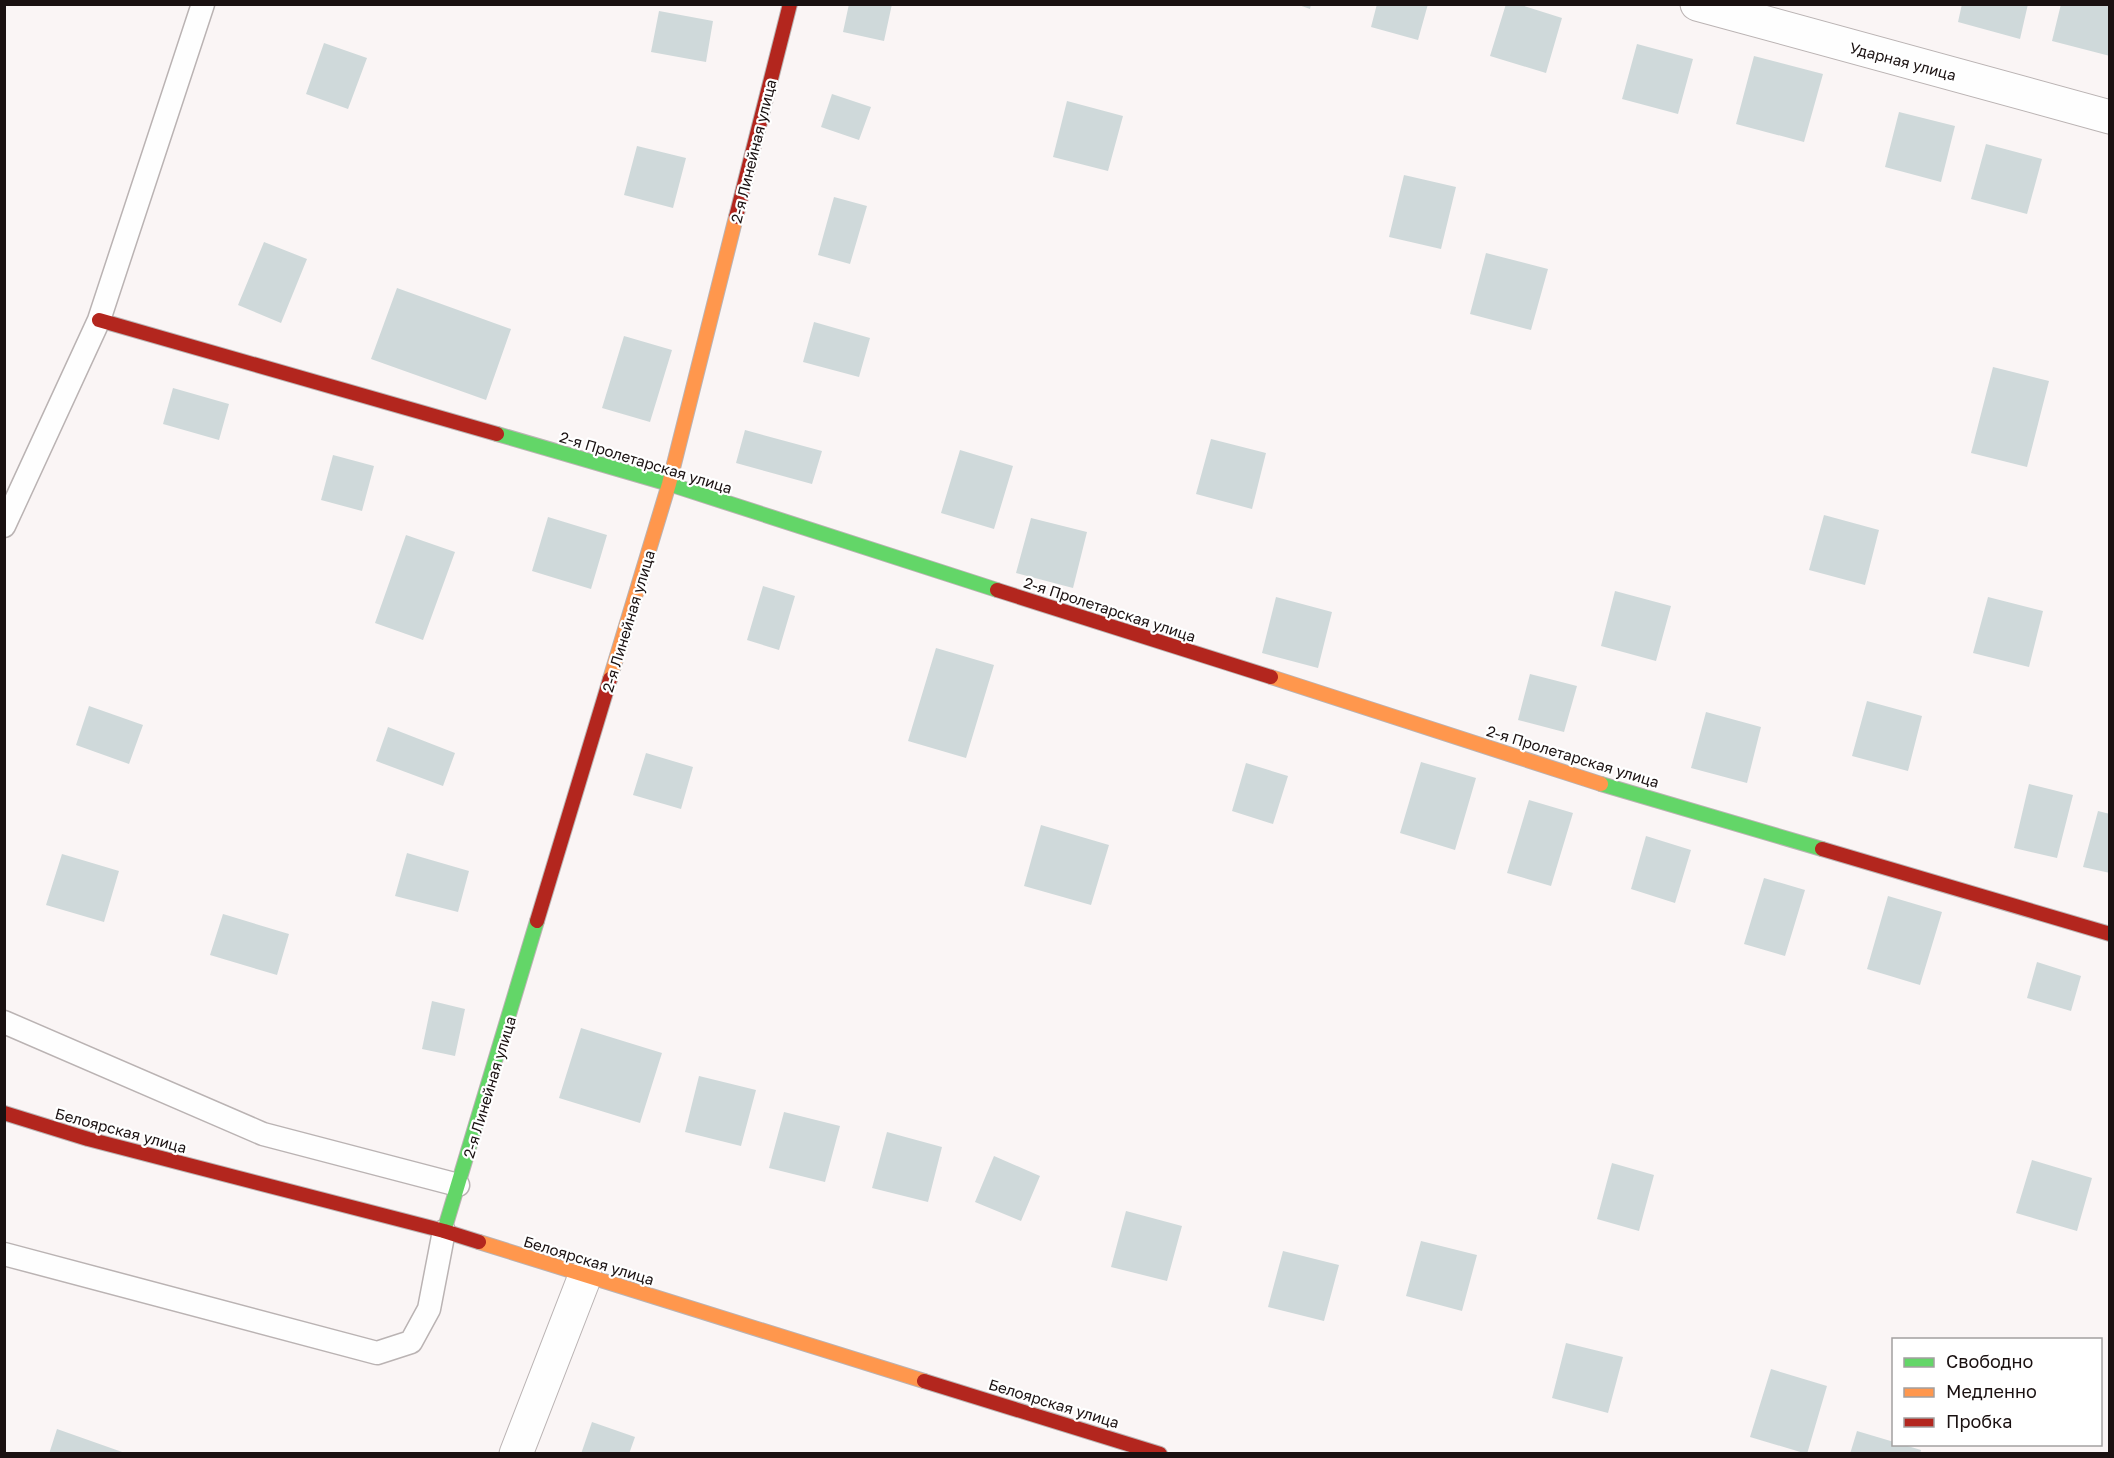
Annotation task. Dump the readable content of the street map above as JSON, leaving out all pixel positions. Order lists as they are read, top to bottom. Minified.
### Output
{"streets":{"street":["Ударная улица","2-я Линейная улица","2-я Пролетарская улица","Белоярская улица"]},"crossings":[["2-я Линейная улица","2-я Пролетарская улица"],["2-я Линейная улица","Белоярская улица"]],"legend":["Свободно","Медленно","Пробка"]}
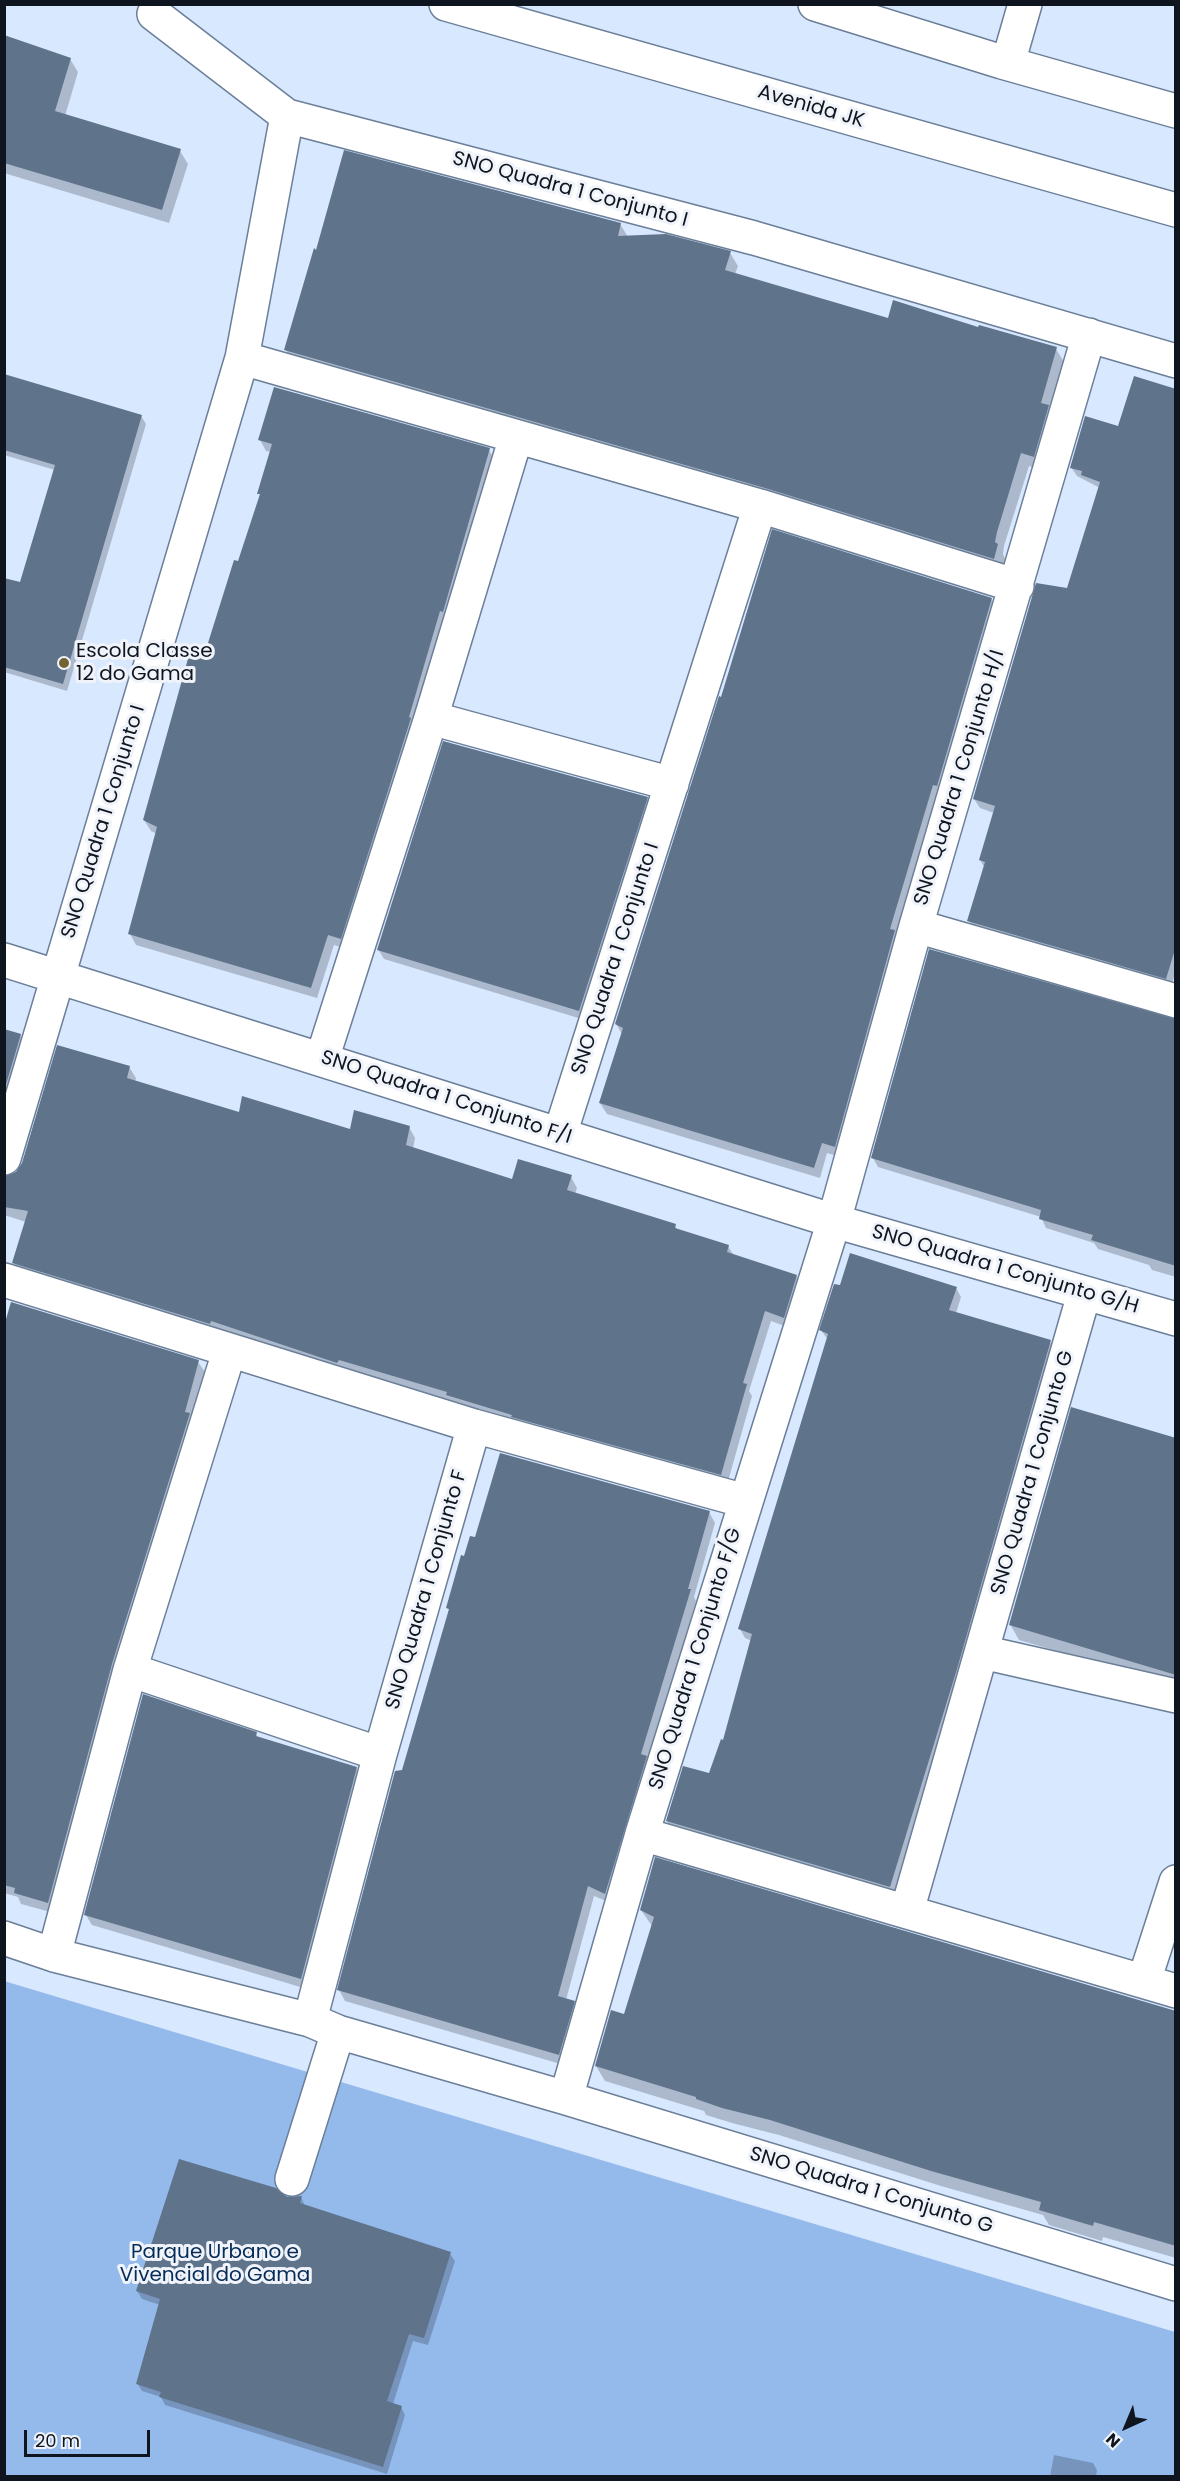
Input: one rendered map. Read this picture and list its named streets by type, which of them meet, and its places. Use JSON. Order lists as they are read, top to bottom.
{
  "streets": {
    "street": [
      "Avenida JK",
      "SNO Quadra 1 Conjunto I",
      "SNO Quadra 1 Conjunto H/I",
      "SNO Quadra 1 Conjunto F/I",
      "SNO Quadra 1 Conjunto G/H",
      "SNO Quadra 1 Conjunto G",
      "SNO Quadra 1 Conjunto F",
      "SNO Quadra 1 Conjunto F/G"
    ]
  },
  "crossings": [
    ["SNO Quadra 1 Conjunto I", "SNO Quadra 1 Conjunto H/I"],
    ["SNO Quadra 1 Conjunto I", "SNO Quadra 1 Conjunto F/I"],
    ["SNO Quadra 1 Conjunto H/I", "SNO Quadra 1 Conjunto F/I"],
    ["SNO Quadra 1 Conjunto H/I", "SNO Quadra 1 Conjunto G/H"],
    ["SNO Quadra 1 Conjunto H/I", "SNO Quadra 1 Conjunto F/G"],
    ["SNO Quadra 1 Conjunto F/I", "SNO Quadra 1 Conjunto G/H"],
    ["SNO Quadra 1 Conjunto F/I", "SNO Quadra 1 Conjunto F/G"],
    ["SNO Quadra 1 Conjunto G/H", "SNO Quadra 1 Conjunto G"],
    ["SNO Quadra 1 Conjunto G/H", "SNO Quadra 1 Conjunto F/G"],
    ["SNO Quadra 1 Conjunto G", "SNO Quadra 1 Conjunto F/G"]
  ],
  "parks": ["Parque Urbano e Vivencial do Gama"],
  "places": ["Escola Classe 12 do Gama"],
  "scale_bar": "20 m",
  "north": "bottom left"
}
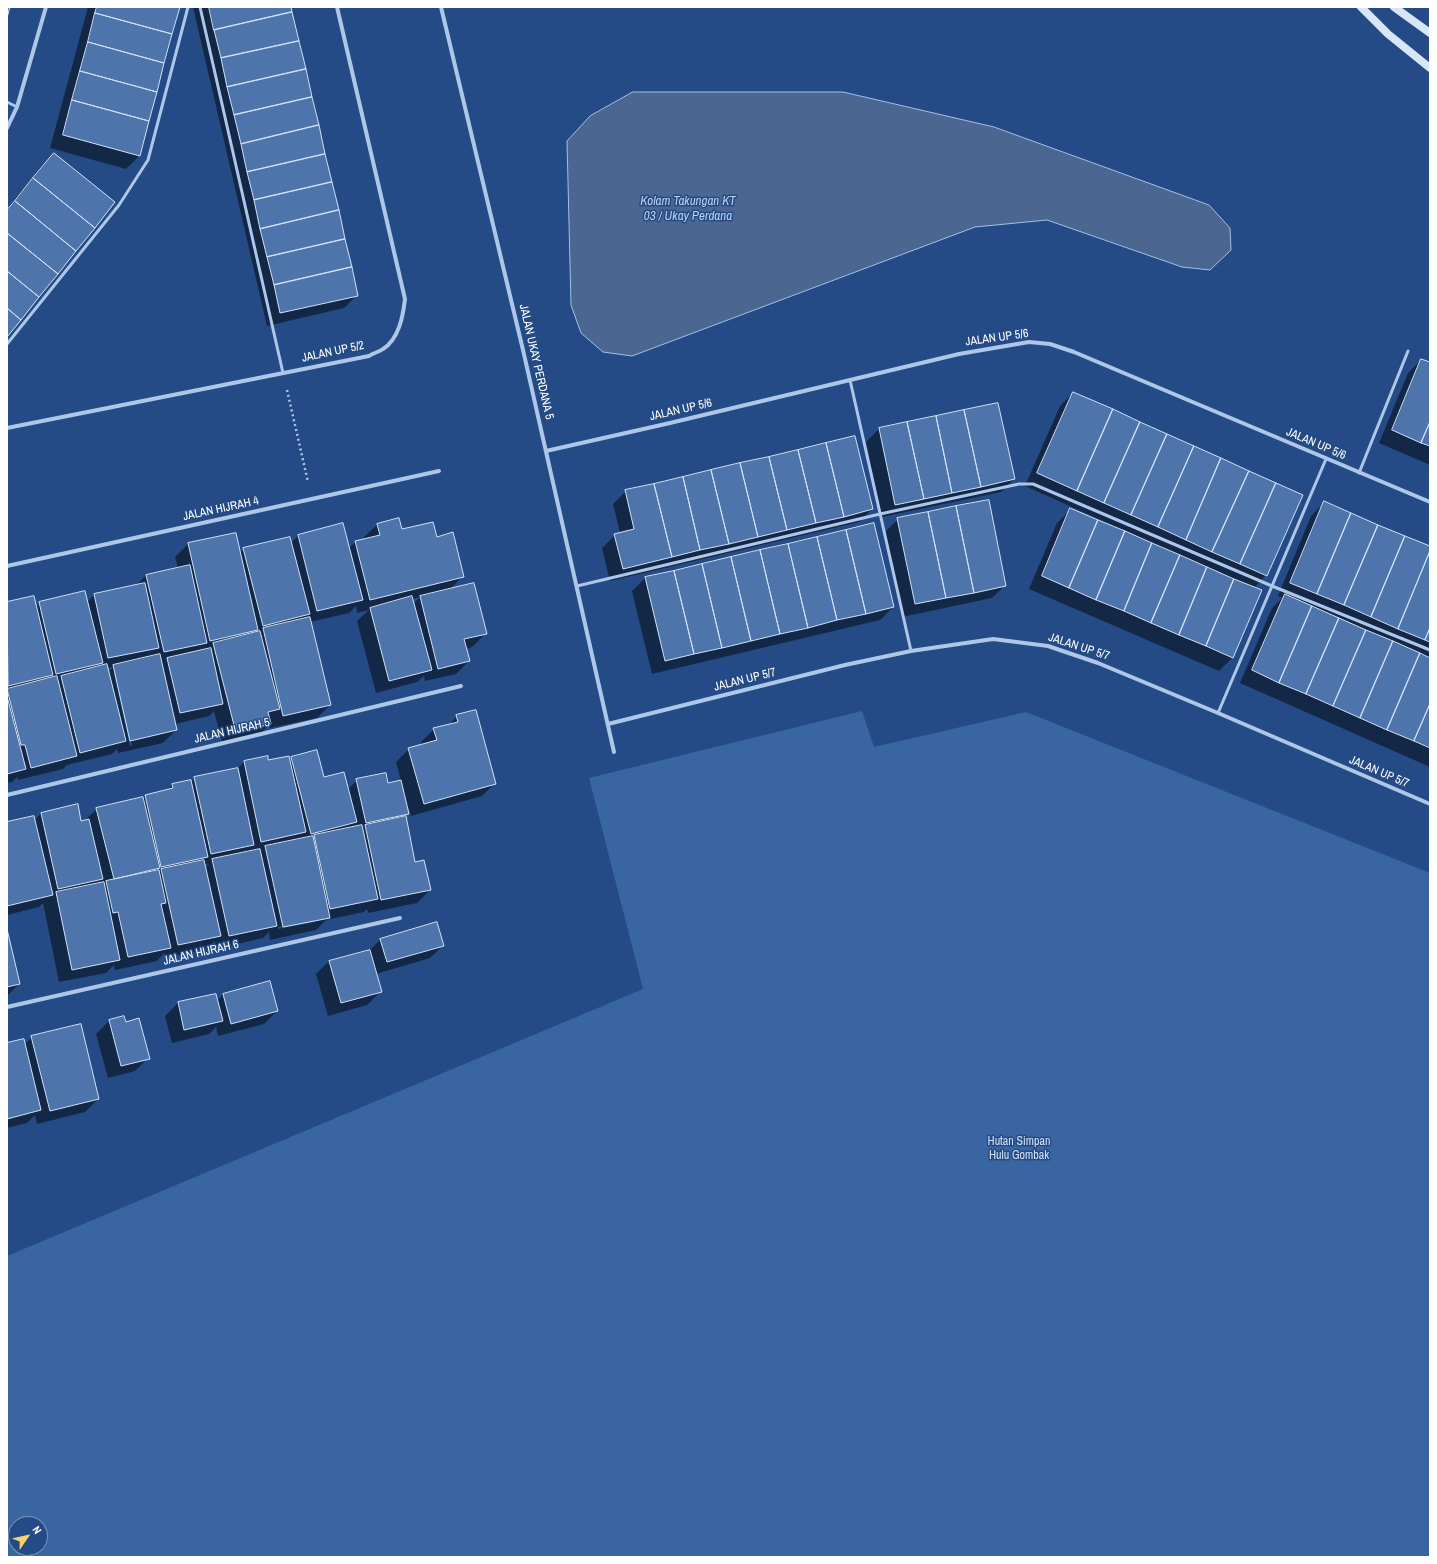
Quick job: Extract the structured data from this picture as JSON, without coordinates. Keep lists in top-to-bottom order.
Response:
{
  "streets": {
    "street": [
      "JALAN UP 5/6",
      "JALAN UP 5/2",
      "JALAN UKAY PERDANA 5",
      "JALAN HIJRAH 4",
      "JALAN UP 5/7",
      "JALAN HIJRAH 5",
      "JALAN HIJRAH 6"
    ]
  },
  "crossings": [
    ["JALAN UP 5/6", "JALAN UKAY PERDANA 5"],
    ["JALAN UKAY PERDANA 5", "JALAN UP 5/7"]
  ],
  "water": ["Kolam Takungan KT 03 / Ukay Perdana"],
  "parks": ["Hutan Simpan Hulu Gombak"],
  "north": "top right"
}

══════

* Work item
Print all the material above verbatim and omit its pictures.

* Completed task
Annotation task. Dump the readable content of the street map above as JSON, leaving out all pixel positions. Order lists as they are read, top to bottom. Minified.
### Output
{"streets":{"street":["Ударная улица","2-я Линейная улица","2-я Пролетарская улица","Белоярская улица"]},"crossings":[["2-я Линейная улица","2-я Пролетарская улица"],["2-я Линейная улица","Белоярская улица"]],"legend":["Свободно","Медленно","Пробка"]}
Input: one rendered map. Read this picture and list its named streets by type, which of them meet, and its places. Use JSON. Order lists as they are read, top to bottom.
{
  "streets": {
    "street": [
      "Avenida JK",
      "SNO Quadra 1 Conjunto I",
      "SNO Quadra 1 Conjunto H/I",
      "SNO Quadra 1 Conjunto F/I",
      "SNO Quadra 1 Conjunto G/H",
      "SNO Quadra 1 Conjunto G",
      "SNO Quadra 1 Conjunto F",
      "SNO Quadra 1 Conjunto F/G"
    ]
  },
  "crossings": [
    ["SNO Quadra 1 Conjunto I", "SNO Quadra 1 Conjunto H/I"],
    ["SNO Quadra 1 Conjunto I", "SNO Quadra 1 Conjunto F/I"],
    ["SNO Quadra 1 Conjunto H/I", "SNO Quadra 1 Conjunto F/I"],
    ["SNO Quadra 1 Conjunto H/I", "SNO Quadra 1 Conjunto G/H"],
    ["SNO Quadra 1 Conjunto H/I", "SNO Quadra 1 Conjunto F/G"],
    ["SNO Quadra 1 Conjunto F/I", "SNO Quadra 1 Conjunto G/H"],
    ["SNO Quadra 1 Conjunto F/I", "SNO Quadra 1 Conjunto F/G"],
    ["SNO Quadra 1 Conjunto G/H", "SNO Quadra 1 Conjunto G"],
    ["SNO Quadra 1 Conjunto G/H", "SNO Quadra 1 Conjunto F/G"],
    ["SNO Quadra 1 Conjunto G", "SNO Quadra 1 Conjunto F/G"]
  ],
  "parks": ["Parque Urbano e Vivencial do Gama"],
  "places": ["Escola Classe 12 do Gama"],
  "scale_bar": "20 m",
  "north": "bottom left"
}
Quick job: Extract the structured data from this picture as JSON, without coordinates. Keep lists in top-to-bottom order.
Response:
{
  "streets": {
    "street": [
      "JALAN UP 5/6",
      "JALAN UP 5/2",
      "JALAN UKAY PERDANA 5",
      "JALAN HIJRAH 4",
      "JALAN UP 5/7",
      "JALAN HIJRAH 5",
      "JALAN HIJRAH 6"
    ]
  },
  "crossings": [
    ["JALAN UP 5/6", "JALAN UKAY PERDANA 5"],
    ["JALAN UKAY PERDANA 5", "JALAN UP 5/7"]
  ],
  "water": ["Kolam Takungan KT 03 / Ukay Perdana"],
  "parks": ["Hutan Simpan Hulu Gombak"],
  "north": "top right"
}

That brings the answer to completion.